As Shetland Community Benefit Fund (SCBF) takes no view itself on the rights or wrongs of any renewable development, only wishing to get as good a benefit fund as possible for the islands if they do happen, I will make no comment on Tom Morton’s opinion piece on Shetland News on Sunday (Welcome to Turbineland; SN, 1 September 2019) other than correct a couple of statements.
I’m a little surprised a journalist like Tom doesn’t understand the difference between Shetland Charitable Trust and SCBF. One is a major charity set up by the council to invest and use income from Sullom Voe, the other is an independent company set up and run by Shetland’s community councils to run community benefit funds from commercial renewable energy developments in the islands.

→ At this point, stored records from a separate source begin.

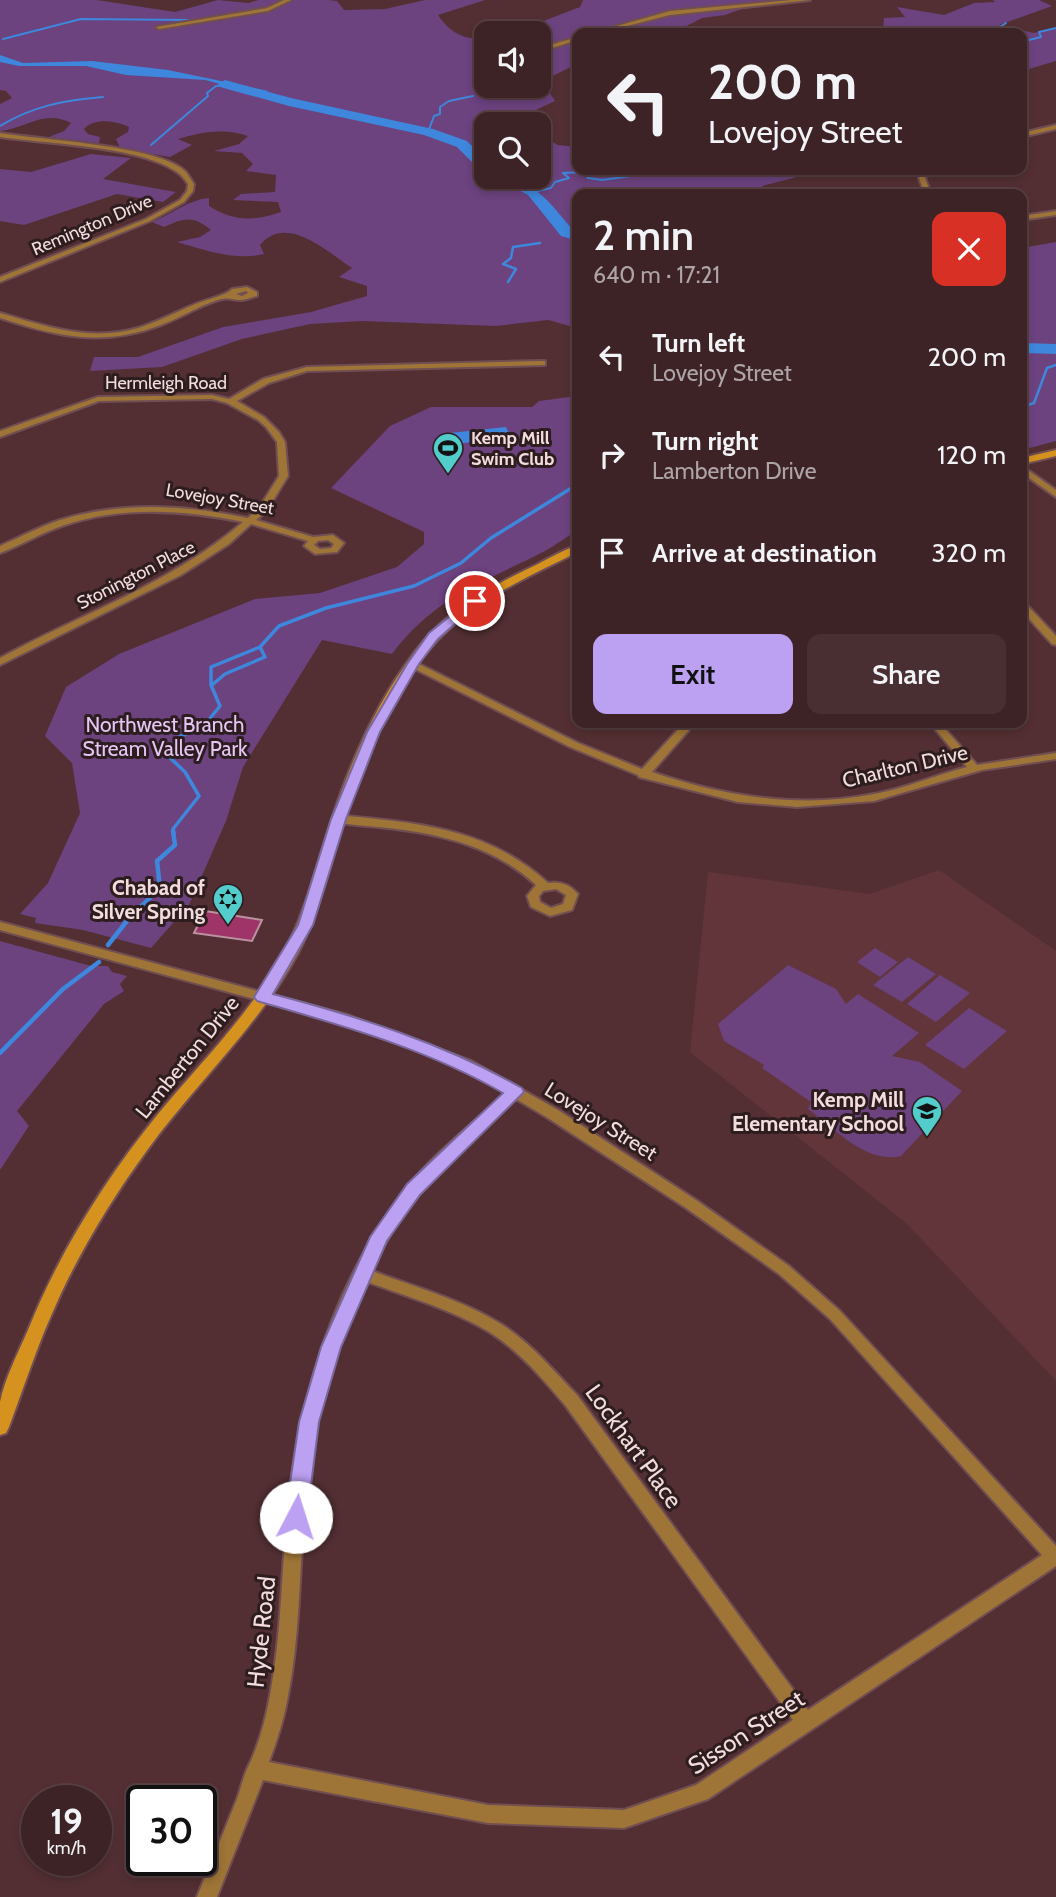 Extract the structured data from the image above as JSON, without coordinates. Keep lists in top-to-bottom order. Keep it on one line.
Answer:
{"streets":{"street":["Remington Drive","Hermleigh Road","Lovejoy Street","Stonington Place","Charlton Drive","Lamberton Drive","Lockhart Place","Hyde Road","Sisson Street"]},"crossings":[["Hermleigh Road","Stonington Place"],["Lovejoy Street","Stonington Place"],["Lovejoy Street","Lamberton Drive"],["Lovejoy Street","Hyde Road"],["Lovejoy Street","Sisson Street"],["Charlton Drive","Lamberton Drive"],["Lockhart Place","Hyde Road"],["Lockhart Place","Sisson Street"],["Hyde Road","Sisson Street"]],"parks":["Northwest Branch Stream Valley Park"],"places":{"sports":["Kemp Mill Swim Club"],"synagogue":["Chabad of Silver Spring"],"school or university":["Kemp Mill Elementary School"]},"page":{"turn":["200 m","Lovejoy Street"],"heading":["2 min","640 m · 17:21"],"list":[{"name":"Turn left","note":"Lovejoy Street","value":"200 m"},{"name":"Turn right","note":"Lamberton Drive","value":"120 m"},{"name":"Arrive at destination","value":"320 m"}],"buttons":["Exit","Share"],"speed":"19 km/h","limit":"30"}} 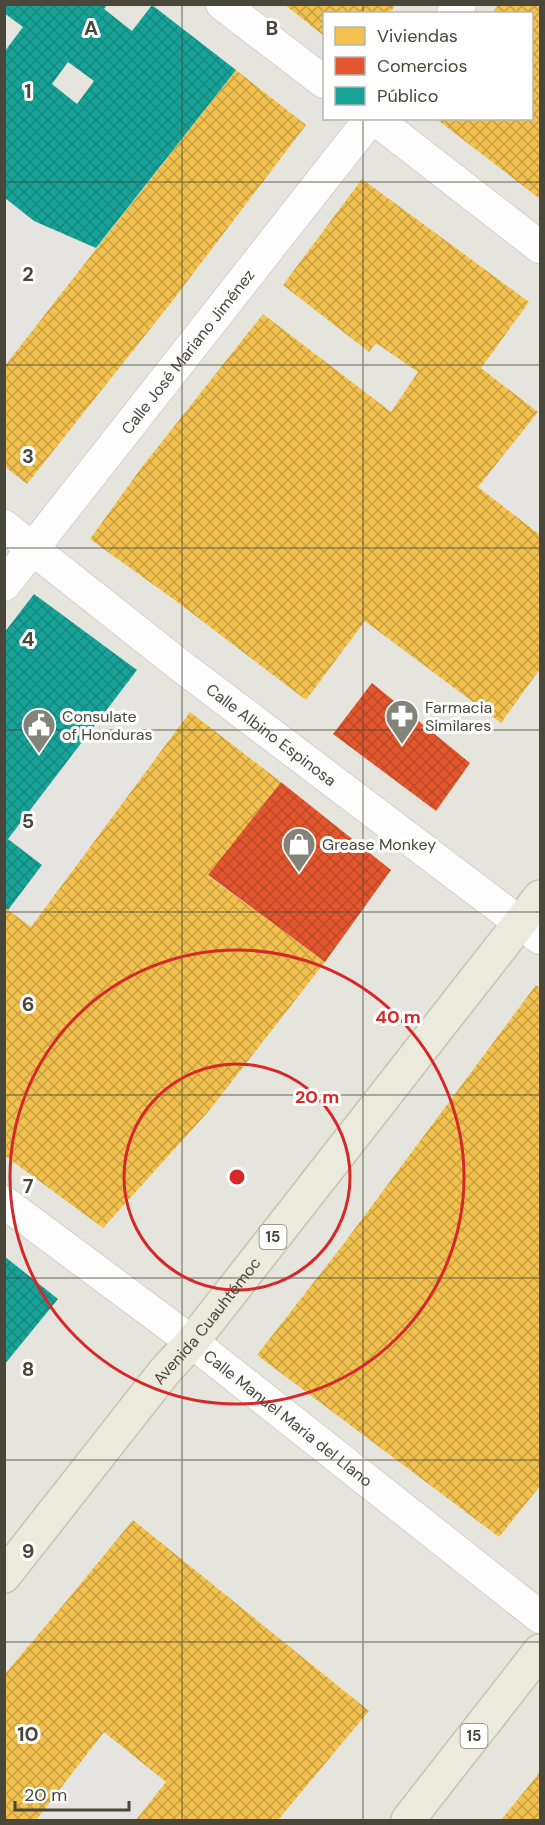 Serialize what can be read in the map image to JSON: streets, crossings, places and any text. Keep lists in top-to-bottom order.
{
  "streets": {
    "highway": ["15", "Avenida Cuauhtémoc"],
    "street": ["Calle José Mariano Jiménez", "Calle Albino Espinosa", "Calle Manuel Maria del Llano"]
  },
  "crossings": [
    ["Calle José Mariano Jiménez", "Calle Albino Espinosa"],
    ["Calle Albino Espinosa", "Avenida Cuauhtémoc"],
    ["Avenida Cuauhtémoc", "Calle Manuel Maria del Llano"]
  ],
  "places": {
    "pharmacy": ["Farmacia Similares"],
    "public building": ["Consulate of Honduras"],
    "shop": ["Grease Monkey"]
  },
  "legend": ["Viviendas", "Comercios", "Público"],
  "scale_bar": "20 m",
  "grid": {
    "columns": ["A", "B"],
    "rows": [
      "1",
      "2",
      "3",
      "4",
      "5",
      "6",
      "7",
      "8",
      "9",
      "10"
    ]
  },
  "rings": ["40 m", "20 m"]
}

His article confuses Shetland Charitable Trust with SCBF. I have no idea how much money the trust now expects to receive from its investment in Viking Energy or how it might use it.
But the £7,000 a year he mentions for Northmaven Community Council would come from SCBF, not SCT, if Viking goes ahead. This would be part of a proposal that would see 14 community councils getting about £7,000 a year and the four areas with turbines about £35,000 a year.
The balance of the annual income of about £2,200,000 a year – or something like £75 million over 25 years with index-linking for inflation – would be used to run schemes throughout the islands to develop and sustain our local communities and economy through grants, loans or investments.
SCBF also hopes that our negotiations might bring more money for community councils and that other commercial developers will agree benefit funds that can be similarly used throughout the islands.
Finally Tom appears to see SCBF as “a small band of retired gentlemen”. That might describe myself but certainly not all other directors of SCBF who are nominated by community councils.
While I can tell they are not all male, I haven’t checked their employment status although, as many retired people will tell you, retirement can sometimes seem busier than when in employment.